6) Model ini banyak dikembangkan oleh
Abdullah Gymnastiar, yang dipraktikkan dalam lingkungan Pondok Pesantren
Daarut-Tauhied Bandung.
2. Strategi Pendekatan Kontekstual
dalam Penyampaian Kurikulum Pembelajaran berbasis Karakter
Selain pendekatan yang sudah
dikemukakan, penulis juga mengemukakan pendekatan lain, yaitu pendekatan
kontekstual. Pendekatan konteekstual merupakan konsep belajar yang membantu
pendidik mengaitkan antara kurikulum yang diajarkan dengan situasi dunia nyata
peserta didi dan mendorong peserta didik membuat hubungan antara pengetahuan
yang dimilikinya dengan penerapannya dalam kehidupan mereka sebagai anggota
keluarga dan masyarakat. Dengan pendekatan ini diharapkan lebih bermakna bagi
siswa.
Penyampaian kurikulum dalam proses
pembelajaran berlangsung alamiah dalam bentuk kegiatan siswa bekerja dan
mengalami, bukan transfer pengetahuan dari pendidik kepada peserta didik.
Strategi pembelajaran lebih diutamakan daripada hasil akhir yang berupa angka
numerik. Peserta didik perlu mengerti makna belajar, manfaatnya, status mereka
sebagai peserta didik dan cara mencapainya. Peserta didik diharapkan menyadari
bahwa yang sedang mereka pelajari akan berguna kelak. Jadi, disini peran
pendidik hanya sebagai pengarah dan pembimbing.

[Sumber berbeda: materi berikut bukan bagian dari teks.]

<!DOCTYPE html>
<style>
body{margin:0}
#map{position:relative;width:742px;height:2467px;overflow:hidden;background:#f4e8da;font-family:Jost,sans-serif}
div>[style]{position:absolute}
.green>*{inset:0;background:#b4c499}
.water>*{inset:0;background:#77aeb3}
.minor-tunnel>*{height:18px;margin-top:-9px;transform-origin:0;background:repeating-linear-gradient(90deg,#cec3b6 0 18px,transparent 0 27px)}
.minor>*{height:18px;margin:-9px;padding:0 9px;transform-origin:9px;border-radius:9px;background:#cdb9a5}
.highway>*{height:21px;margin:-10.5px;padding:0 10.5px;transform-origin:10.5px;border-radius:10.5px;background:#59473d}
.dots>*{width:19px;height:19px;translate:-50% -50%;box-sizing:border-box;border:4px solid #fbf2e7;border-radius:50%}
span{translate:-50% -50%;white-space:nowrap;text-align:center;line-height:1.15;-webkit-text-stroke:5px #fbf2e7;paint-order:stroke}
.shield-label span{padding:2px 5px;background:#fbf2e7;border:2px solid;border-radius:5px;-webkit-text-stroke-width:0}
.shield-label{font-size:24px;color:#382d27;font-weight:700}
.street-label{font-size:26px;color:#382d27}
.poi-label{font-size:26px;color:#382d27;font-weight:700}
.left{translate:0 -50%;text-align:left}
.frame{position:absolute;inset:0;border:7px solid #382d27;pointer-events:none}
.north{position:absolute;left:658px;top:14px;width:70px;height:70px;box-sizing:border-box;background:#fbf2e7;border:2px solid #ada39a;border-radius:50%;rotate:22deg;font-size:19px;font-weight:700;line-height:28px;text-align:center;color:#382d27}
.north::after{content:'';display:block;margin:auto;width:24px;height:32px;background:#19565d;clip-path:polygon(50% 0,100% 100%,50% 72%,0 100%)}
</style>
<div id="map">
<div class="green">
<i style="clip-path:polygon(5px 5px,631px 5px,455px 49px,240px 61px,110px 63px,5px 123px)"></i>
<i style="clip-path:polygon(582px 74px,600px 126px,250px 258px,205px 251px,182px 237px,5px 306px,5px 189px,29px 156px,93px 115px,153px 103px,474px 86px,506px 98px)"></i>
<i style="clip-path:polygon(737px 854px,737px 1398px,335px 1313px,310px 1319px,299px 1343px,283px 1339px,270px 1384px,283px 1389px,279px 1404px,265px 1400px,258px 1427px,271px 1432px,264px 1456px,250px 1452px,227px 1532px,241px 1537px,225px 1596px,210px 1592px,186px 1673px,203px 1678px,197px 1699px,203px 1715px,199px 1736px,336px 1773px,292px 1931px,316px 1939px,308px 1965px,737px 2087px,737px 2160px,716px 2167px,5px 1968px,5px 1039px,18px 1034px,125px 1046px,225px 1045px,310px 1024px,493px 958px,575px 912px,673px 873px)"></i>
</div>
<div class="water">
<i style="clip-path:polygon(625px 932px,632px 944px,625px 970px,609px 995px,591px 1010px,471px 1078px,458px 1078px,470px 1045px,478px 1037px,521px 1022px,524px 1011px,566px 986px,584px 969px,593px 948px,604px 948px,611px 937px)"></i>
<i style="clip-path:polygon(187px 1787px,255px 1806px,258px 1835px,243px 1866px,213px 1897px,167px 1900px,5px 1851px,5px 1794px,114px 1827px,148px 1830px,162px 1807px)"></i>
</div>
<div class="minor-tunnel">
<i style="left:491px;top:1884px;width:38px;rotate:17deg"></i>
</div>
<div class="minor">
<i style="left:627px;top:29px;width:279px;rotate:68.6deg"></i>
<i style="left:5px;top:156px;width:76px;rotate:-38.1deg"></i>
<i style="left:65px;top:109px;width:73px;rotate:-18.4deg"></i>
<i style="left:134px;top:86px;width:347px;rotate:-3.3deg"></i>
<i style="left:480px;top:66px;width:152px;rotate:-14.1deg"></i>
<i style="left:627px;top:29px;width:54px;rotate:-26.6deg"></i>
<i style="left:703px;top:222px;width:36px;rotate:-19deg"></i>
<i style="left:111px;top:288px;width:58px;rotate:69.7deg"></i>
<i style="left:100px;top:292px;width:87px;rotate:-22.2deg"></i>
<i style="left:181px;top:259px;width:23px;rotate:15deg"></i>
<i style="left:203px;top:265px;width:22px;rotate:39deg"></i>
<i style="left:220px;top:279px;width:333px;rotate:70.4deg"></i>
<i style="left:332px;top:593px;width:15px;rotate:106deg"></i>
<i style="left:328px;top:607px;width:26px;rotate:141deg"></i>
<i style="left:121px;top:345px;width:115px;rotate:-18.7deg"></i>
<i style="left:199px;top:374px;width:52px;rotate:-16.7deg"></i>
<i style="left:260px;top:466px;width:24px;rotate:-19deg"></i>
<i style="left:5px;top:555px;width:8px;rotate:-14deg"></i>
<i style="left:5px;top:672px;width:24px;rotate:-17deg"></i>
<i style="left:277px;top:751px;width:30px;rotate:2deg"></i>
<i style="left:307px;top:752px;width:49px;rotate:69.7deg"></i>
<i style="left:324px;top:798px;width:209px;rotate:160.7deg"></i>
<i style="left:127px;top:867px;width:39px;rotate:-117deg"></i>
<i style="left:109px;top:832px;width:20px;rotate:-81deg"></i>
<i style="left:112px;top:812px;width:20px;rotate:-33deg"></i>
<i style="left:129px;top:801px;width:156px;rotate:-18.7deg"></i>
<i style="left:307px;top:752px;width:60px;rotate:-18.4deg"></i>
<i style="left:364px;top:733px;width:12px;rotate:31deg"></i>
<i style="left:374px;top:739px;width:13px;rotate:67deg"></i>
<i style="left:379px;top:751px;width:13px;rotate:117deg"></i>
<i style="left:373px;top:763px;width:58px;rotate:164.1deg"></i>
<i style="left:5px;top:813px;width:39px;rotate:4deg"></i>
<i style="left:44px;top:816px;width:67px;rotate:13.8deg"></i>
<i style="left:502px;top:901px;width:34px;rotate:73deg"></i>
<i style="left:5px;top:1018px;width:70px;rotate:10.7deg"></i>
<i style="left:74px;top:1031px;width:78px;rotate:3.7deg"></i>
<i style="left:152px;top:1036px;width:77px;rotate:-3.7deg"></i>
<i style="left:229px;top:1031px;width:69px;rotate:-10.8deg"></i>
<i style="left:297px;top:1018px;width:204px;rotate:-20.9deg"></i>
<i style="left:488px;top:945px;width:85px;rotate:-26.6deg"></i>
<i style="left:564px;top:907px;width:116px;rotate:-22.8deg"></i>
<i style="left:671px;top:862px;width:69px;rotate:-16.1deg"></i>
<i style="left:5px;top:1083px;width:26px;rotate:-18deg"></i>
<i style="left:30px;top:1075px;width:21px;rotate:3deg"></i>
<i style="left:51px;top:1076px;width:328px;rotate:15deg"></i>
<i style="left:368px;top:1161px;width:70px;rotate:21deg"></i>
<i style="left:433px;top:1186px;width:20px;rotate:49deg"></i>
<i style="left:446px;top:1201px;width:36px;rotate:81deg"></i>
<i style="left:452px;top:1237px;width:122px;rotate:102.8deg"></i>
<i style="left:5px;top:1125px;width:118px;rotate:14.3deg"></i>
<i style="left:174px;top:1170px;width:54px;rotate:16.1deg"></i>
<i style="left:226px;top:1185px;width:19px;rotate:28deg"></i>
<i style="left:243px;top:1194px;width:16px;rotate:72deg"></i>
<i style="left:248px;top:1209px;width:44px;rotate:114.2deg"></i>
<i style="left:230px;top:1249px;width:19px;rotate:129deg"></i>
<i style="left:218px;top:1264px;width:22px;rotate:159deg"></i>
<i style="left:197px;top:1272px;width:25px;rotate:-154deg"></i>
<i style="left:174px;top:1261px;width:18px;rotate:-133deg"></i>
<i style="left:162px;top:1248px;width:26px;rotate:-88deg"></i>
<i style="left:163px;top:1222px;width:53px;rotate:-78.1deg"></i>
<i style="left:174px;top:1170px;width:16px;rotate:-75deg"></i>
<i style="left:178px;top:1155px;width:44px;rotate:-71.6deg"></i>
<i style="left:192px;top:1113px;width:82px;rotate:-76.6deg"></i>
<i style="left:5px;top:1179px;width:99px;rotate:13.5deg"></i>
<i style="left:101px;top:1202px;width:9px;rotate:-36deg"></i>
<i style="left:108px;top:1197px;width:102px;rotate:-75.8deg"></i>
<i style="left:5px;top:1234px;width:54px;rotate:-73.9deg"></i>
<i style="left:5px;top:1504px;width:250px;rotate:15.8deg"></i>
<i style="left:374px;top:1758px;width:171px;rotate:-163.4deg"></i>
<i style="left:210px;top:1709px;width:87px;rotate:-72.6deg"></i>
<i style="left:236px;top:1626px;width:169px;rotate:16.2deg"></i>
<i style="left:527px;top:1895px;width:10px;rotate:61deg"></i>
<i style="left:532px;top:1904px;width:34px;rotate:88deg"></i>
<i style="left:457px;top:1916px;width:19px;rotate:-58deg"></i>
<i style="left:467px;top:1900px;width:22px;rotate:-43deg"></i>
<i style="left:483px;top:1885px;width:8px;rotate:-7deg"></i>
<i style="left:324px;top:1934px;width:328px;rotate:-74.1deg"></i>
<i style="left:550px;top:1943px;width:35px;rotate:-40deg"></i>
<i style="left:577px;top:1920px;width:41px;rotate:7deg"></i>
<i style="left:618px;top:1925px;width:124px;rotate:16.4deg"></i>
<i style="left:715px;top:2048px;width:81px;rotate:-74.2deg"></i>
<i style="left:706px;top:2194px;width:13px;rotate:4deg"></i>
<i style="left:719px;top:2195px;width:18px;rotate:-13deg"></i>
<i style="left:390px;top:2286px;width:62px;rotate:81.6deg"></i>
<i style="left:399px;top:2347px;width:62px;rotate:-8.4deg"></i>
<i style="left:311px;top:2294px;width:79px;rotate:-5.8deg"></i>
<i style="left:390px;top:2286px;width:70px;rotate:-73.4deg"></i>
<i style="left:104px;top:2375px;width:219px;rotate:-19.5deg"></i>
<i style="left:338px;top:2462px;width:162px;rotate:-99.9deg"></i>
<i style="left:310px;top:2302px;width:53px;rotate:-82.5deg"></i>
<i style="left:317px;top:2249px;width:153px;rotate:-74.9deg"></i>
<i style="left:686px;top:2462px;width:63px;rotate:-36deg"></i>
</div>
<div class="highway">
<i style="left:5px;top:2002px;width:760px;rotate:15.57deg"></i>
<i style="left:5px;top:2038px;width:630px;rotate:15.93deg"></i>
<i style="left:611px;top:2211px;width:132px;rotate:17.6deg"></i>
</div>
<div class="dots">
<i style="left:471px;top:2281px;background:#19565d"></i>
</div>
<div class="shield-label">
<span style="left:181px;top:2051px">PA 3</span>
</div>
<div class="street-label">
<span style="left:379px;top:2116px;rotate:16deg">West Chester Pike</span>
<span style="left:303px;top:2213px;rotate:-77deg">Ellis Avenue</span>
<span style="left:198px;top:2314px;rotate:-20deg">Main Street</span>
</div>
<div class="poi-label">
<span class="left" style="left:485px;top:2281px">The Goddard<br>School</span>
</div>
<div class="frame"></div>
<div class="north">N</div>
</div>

Kontekstual hanya sebuah pendekatan
dan juga sebagai suatu strategi pembelajaran berbasis karakter. Pendekatan
kontekstual dikembangkan dengan tujuan agar pembelajaran berjalan lebih
produktif, bermakna, dan benar-benar menanamkan karakter pada peserta didik.
Dalam hal ini tugas guru adalah membantu peserta didik mencapai tujuannya.
Maksudnya, pendidik lebih banyak berurusan dengan strategi daripada memberi
informasi. Tugas pendidik mengelola kelas sebagai sebuah tim yang bekerja
bersama untuk menemukan sesuatu yang baru bagi anggota kelas (peserta didik).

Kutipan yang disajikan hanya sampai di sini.